Stored items from a collection:
:::::
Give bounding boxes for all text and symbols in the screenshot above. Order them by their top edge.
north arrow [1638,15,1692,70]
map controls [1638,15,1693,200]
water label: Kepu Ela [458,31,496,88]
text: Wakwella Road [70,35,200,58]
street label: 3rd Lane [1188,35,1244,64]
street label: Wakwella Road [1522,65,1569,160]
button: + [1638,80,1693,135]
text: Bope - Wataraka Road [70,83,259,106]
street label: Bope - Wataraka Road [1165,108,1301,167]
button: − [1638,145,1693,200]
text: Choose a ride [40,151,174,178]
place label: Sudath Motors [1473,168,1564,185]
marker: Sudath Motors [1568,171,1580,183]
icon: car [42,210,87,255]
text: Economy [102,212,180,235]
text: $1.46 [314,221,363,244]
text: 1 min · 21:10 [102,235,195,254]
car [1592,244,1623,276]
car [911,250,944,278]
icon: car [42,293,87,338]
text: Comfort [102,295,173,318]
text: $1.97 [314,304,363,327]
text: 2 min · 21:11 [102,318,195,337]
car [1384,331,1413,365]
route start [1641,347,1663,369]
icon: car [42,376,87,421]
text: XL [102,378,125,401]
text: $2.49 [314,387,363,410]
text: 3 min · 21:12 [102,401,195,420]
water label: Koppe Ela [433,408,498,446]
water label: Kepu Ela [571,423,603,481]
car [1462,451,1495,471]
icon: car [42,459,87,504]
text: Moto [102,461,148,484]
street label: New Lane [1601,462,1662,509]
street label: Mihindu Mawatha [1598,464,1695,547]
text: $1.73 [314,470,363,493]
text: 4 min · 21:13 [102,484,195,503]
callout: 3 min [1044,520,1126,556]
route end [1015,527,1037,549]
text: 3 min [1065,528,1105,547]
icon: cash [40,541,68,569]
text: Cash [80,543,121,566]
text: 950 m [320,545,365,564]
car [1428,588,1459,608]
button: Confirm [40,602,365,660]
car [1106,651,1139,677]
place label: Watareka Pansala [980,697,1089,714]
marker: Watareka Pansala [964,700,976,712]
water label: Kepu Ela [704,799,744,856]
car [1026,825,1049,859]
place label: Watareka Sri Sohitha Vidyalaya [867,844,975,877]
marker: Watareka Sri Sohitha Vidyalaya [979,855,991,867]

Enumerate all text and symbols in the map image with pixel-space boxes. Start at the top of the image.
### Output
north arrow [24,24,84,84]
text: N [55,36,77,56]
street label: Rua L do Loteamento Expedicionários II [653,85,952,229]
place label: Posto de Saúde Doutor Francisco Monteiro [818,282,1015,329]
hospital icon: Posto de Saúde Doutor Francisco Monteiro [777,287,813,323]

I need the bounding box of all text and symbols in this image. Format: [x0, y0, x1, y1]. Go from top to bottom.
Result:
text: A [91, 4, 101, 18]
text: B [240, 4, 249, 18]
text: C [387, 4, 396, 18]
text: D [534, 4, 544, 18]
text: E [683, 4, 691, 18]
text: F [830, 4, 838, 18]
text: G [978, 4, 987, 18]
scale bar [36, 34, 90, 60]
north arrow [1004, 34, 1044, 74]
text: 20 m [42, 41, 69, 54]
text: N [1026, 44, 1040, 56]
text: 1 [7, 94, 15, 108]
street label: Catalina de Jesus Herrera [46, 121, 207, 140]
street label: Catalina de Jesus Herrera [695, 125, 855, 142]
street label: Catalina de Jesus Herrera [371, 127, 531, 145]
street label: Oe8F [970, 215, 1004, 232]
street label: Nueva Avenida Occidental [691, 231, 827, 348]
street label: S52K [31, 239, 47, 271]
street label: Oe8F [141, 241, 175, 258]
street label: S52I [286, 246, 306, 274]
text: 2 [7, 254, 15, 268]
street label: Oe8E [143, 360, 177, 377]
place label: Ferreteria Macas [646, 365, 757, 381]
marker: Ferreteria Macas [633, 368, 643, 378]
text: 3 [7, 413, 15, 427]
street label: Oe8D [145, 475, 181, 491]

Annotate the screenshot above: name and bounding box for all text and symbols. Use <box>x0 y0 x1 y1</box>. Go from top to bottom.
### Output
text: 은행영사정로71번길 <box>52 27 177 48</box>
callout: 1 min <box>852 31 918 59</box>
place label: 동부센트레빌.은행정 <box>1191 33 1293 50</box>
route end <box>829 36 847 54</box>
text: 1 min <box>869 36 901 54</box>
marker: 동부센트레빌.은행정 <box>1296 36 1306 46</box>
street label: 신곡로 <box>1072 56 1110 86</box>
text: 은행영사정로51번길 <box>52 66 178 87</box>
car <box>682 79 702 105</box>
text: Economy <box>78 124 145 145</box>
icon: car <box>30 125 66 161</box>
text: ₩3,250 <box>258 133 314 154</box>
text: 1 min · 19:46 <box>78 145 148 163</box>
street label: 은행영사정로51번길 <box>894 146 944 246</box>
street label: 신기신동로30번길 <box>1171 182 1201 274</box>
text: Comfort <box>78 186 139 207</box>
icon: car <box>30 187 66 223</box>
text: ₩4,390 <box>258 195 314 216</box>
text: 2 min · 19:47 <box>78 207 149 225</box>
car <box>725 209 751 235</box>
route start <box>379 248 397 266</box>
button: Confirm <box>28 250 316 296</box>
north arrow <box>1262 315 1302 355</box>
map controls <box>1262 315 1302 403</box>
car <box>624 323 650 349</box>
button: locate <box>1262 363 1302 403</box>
:::::
**TRY IT**
What are the lines above, starting at the one with "Enumerate all text" and ending at the one with "Annotate the screenshot"? Give them again exactly, and only them.

**OUTPUT OF THE EXERCISE**
Enumerate all text and symbols in the map image with pixel-space boxes. Start at the top of the image.
### Output
north arrow [24,24,84,84]
text: N [55,36,77,56]
street label: Rua L do Loteamento Expedicionários II [653,85,952,229]
place label: Posto de Saúde Doutor Francisco Monteiro [818,282,1015,329]
hospital icon: Posto de Saúde Doutor Francisco Monteiro [777,287,813,323]

I need the bounding box of all text and symbols in this image. Format: [x0, y0, x1, y1]. Go from top to bottom.
Result:
text: A [91, 4, 101, 18]
text: B [240, 4, 249, 18]
text: C [387, 4, 396, 18]
text: D [534, 4, 544, 18]
text: E [683, 4, 691, 18]
text: F [830, 4, 838, 18]
text: G [978, 4, 987, 18]
scale bar [36, 34, 90, 60]
north arrow [1004, 34, 1044, 74]
text: 20 m [42, 41, 69, 54]
text: N [1026, 44, 1040, 56]
text: 1 [7, 94, 15, 108]
street label: Catalina de Jesus Herrera [46, 121, 207, 140]
street label: Catalina de Jesus Herrera [695, 125, 855, 142]
street label: Catalina de Jesus Herrera [371, 127, 531, 145]
street label: Oe8F [970, 215, 1004, 232]
street label: Nueva Avenida Occidental [691, 231, 827, 348]
street label: S52K [31, 239, 47, 271]
street label: Oe8F [141, 241, 175, 258]
street label: S52I [286, 246, 306, 274]
text: 2 [7, 254, 15, 268]
street label: Oe8E [143, 360, 177, 377]
place label: Ferreteria Macas [646, 365, 757, 381]
marker: Ferreteria Macas [633, 368, 643, 378]
text: 3 [7, 413, 15, 427]
street label: Oe8D [145, 475, 181, 491]

Annotate the screenshot above: name and bounding box for all text and symbols. Use <box>x0 y0 x1 y1</box>. Go from top to bottom.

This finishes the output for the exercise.